Saved data entries:
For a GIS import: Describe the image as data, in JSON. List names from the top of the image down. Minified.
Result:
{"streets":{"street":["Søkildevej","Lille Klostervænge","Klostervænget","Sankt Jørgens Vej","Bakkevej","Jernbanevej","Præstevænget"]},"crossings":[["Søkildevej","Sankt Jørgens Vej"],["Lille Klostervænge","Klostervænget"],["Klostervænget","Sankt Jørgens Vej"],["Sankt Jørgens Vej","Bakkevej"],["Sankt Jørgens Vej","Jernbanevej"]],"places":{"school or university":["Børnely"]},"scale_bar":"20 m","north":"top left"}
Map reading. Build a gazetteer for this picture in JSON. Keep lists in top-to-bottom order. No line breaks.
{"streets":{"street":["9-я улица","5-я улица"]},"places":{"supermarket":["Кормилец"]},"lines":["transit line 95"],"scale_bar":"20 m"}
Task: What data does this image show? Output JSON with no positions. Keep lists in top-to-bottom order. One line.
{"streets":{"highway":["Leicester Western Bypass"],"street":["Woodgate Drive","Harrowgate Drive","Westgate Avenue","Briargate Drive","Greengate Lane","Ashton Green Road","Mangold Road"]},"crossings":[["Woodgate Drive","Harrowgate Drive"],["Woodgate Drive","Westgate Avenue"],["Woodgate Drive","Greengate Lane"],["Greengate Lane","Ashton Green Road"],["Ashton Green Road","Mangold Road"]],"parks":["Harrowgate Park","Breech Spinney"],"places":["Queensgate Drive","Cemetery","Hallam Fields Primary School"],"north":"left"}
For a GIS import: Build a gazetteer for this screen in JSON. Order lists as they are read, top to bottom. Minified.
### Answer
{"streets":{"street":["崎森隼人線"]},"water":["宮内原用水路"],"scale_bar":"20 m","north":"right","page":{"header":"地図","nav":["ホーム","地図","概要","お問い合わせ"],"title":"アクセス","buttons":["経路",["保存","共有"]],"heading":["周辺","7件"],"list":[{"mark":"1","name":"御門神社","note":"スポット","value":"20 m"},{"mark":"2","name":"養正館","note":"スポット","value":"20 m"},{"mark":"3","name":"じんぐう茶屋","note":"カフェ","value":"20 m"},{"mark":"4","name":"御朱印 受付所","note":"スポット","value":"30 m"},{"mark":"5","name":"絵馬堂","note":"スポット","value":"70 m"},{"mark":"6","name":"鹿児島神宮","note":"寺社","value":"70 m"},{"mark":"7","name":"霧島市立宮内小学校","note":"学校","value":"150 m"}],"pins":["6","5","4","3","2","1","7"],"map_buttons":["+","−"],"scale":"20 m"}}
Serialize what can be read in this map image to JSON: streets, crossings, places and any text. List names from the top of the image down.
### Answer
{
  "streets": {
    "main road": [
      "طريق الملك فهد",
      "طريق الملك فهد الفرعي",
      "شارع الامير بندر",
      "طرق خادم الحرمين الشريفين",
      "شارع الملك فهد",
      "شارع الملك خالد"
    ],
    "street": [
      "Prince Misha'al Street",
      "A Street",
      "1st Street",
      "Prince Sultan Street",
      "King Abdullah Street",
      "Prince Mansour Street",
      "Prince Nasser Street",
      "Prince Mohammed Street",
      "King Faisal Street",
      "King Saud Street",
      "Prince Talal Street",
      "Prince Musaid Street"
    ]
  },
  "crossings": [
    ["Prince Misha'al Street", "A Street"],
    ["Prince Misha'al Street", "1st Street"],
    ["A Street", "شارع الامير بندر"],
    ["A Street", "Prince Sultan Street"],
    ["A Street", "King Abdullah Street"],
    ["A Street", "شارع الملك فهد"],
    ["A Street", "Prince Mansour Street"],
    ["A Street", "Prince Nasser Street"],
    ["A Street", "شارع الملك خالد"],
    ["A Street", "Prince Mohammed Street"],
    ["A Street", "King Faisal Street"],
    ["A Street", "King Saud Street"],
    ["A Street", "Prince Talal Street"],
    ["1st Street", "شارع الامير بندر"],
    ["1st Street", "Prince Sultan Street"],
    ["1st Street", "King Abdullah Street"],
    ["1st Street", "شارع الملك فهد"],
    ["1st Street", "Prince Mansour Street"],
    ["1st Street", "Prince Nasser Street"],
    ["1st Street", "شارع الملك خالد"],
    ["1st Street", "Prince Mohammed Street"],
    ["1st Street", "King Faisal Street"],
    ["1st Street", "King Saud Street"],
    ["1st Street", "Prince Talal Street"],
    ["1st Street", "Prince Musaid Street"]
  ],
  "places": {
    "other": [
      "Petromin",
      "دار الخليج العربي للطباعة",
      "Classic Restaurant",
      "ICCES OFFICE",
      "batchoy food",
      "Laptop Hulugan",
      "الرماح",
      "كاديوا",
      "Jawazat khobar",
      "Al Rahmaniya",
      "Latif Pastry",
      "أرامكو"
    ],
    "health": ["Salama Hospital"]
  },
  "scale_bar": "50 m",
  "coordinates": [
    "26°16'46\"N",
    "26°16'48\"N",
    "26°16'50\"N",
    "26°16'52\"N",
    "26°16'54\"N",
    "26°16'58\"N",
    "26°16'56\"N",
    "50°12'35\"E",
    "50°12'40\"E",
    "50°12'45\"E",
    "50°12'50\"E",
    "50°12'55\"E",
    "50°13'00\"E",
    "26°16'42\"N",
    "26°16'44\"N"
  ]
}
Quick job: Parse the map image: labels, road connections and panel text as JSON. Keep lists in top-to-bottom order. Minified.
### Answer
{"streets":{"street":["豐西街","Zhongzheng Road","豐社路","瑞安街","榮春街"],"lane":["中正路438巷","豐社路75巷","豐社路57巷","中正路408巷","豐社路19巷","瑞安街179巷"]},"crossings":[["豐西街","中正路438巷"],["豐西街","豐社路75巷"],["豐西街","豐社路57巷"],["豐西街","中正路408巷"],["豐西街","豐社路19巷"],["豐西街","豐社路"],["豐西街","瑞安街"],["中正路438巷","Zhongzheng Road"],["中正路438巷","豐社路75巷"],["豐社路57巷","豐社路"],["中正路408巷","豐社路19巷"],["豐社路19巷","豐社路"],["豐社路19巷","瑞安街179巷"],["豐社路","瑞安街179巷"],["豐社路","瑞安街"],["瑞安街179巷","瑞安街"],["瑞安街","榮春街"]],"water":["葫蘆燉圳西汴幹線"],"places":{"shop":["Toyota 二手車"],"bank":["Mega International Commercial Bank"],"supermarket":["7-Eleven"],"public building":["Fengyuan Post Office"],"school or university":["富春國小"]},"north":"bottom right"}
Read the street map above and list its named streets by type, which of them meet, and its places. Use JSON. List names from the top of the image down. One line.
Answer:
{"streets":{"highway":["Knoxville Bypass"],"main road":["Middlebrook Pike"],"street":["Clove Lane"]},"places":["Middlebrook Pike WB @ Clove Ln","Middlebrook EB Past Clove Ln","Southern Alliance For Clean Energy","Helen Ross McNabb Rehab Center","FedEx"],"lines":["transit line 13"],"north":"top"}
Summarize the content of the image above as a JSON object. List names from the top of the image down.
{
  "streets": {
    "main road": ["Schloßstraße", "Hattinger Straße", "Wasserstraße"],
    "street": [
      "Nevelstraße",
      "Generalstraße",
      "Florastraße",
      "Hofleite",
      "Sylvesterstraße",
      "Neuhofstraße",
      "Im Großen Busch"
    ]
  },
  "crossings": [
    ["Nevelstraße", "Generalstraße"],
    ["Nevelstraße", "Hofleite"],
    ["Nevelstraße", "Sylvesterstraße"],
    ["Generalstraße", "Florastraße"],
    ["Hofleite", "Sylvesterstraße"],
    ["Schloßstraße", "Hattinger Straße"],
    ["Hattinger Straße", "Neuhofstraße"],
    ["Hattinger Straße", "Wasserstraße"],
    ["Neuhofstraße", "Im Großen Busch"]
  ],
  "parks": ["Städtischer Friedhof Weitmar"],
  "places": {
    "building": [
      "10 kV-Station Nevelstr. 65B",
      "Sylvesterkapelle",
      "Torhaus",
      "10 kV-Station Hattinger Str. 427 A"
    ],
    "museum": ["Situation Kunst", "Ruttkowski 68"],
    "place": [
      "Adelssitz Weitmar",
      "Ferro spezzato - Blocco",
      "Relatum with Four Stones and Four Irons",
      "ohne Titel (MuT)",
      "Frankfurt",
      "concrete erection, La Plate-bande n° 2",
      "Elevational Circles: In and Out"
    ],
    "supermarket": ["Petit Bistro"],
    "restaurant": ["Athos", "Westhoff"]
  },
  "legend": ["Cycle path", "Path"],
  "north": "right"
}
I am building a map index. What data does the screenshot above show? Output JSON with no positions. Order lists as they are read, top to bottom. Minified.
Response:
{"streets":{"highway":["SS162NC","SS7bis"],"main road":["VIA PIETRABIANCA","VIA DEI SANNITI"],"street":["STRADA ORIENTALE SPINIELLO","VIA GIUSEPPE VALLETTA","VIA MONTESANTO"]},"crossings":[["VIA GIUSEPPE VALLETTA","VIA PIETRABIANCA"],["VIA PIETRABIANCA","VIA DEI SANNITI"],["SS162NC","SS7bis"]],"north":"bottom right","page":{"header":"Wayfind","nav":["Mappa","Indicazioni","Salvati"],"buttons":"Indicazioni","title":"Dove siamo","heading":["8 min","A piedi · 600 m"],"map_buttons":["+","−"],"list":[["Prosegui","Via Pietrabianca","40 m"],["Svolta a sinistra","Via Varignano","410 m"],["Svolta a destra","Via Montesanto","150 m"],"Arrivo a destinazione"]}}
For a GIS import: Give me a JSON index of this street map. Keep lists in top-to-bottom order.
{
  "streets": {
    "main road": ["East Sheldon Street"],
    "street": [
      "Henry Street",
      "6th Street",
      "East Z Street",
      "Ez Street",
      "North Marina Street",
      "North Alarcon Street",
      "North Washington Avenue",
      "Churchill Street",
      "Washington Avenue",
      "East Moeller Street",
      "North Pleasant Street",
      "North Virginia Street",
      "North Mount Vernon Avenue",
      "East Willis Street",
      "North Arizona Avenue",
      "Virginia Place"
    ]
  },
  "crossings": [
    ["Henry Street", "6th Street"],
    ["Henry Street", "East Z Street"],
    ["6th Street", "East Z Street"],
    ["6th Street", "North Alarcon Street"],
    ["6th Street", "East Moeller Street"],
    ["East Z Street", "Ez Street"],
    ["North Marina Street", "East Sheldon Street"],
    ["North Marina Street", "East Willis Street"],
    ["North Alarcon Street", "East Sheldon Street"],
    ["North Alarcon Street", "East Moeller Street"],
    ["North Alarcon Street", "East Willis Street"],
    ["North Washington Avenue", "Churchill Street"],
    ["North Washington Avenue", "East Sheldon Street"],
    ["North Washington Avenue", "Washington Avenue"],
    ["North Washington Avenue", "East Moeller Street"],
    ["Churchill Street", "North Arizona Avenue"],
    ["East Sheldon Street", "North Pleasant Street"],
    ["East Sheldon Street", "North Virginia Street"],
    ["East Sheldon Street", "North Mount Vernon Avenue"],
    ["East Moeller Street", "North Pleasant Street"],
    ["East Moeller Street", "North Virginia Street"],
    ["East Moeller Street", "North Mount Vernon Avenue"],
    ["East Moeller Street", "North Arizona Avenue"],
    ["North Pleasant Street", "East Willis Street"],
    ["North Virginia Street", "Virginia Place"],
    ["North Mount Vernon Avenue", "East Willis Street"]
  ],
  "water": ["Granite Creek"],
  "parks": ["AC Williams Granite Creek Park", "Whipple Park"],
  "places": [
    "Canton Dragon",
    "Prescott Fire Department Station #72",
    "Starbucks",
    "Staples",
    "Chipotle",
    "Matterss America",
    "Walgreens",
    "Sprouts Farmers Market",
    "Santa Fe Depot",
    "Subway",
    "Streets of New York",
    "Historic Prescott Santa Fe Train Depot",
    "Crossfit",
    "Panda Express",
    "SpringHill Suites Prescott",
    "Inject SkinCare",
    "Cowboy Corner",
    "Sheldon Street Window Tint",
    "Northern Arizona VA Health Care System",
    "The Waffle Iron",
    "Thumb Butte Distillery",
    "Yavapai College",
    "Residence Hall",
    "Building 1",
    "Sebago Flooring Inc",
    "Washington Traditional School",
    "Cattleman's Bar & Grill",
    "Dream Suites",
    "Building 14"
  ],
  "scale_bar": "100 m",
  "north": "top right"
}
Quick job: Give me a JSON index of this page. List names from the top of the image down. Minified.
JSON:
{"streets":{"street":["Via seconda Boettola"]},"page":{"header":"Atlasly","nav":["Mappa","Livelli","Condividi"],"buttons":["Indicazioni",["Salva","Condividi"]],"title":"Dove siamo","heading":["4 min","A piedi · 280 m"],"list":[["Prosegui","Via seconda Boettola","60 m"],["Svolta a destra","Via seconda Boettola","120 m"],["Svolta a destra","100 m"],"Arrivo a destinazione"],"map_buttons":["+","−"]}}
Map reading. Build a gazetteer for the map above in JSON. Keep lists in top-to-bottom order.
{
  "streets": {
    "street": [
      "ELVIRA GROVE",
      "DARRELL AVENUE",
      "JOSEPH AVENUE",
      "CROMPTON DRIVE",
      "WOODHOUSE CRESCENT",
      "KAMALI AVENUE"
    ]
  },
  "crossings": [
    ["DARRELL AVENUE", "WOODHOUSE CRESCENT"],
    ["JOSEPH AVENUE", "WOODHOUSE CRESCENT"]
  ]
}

- [Prompt]
Only one span of lines is wanted: the line with "Quick job: Give" and every line after it to the end of the entries, output exactly.

- [Worked solution]
Quick job: Give me a JSON index of this page. List names from the top of the image down. Minified.
JSON:
{"streets":{"street":["Via seconda Boettola"]},"page":{"header":"Atlasly","nav":["Mappa","Livelli","Condividi"],"buttons":["Indicazioni",["Salva","Condividi"]],"title":"Dove siamo","heading":["4 min","A piedi · 280 m"],"list":[["Prosegui","Via seconda Boettola","60 m"],["Svolta a destra","Via seconda Boettola","120 m"],["Svolta a destra","100 m"],"Arrivo a destinazione"],"map_buttons":["+","−"]}}
Map reading. Build a gazetteer for the map above in JSON. Keep lists in top-to-bottom order.
{
  "streets": {
    "street": [
      "ELVIRA GROVE",
      "DARRELL AVENUE",
      "JOSEPH AVENUE",
      "CROMPTON DRIVE",
      "WOODHOUSE CRESCENT",
      "KAMALI AVENUE"
    ]
  },
  "crossings": [
    ["DARRELL AVENUE", "WOODHOUSE CRESCENT"],
    ["JOSEPH AVENUE", "WOODHOUSE CRESCENT"]
  ]
}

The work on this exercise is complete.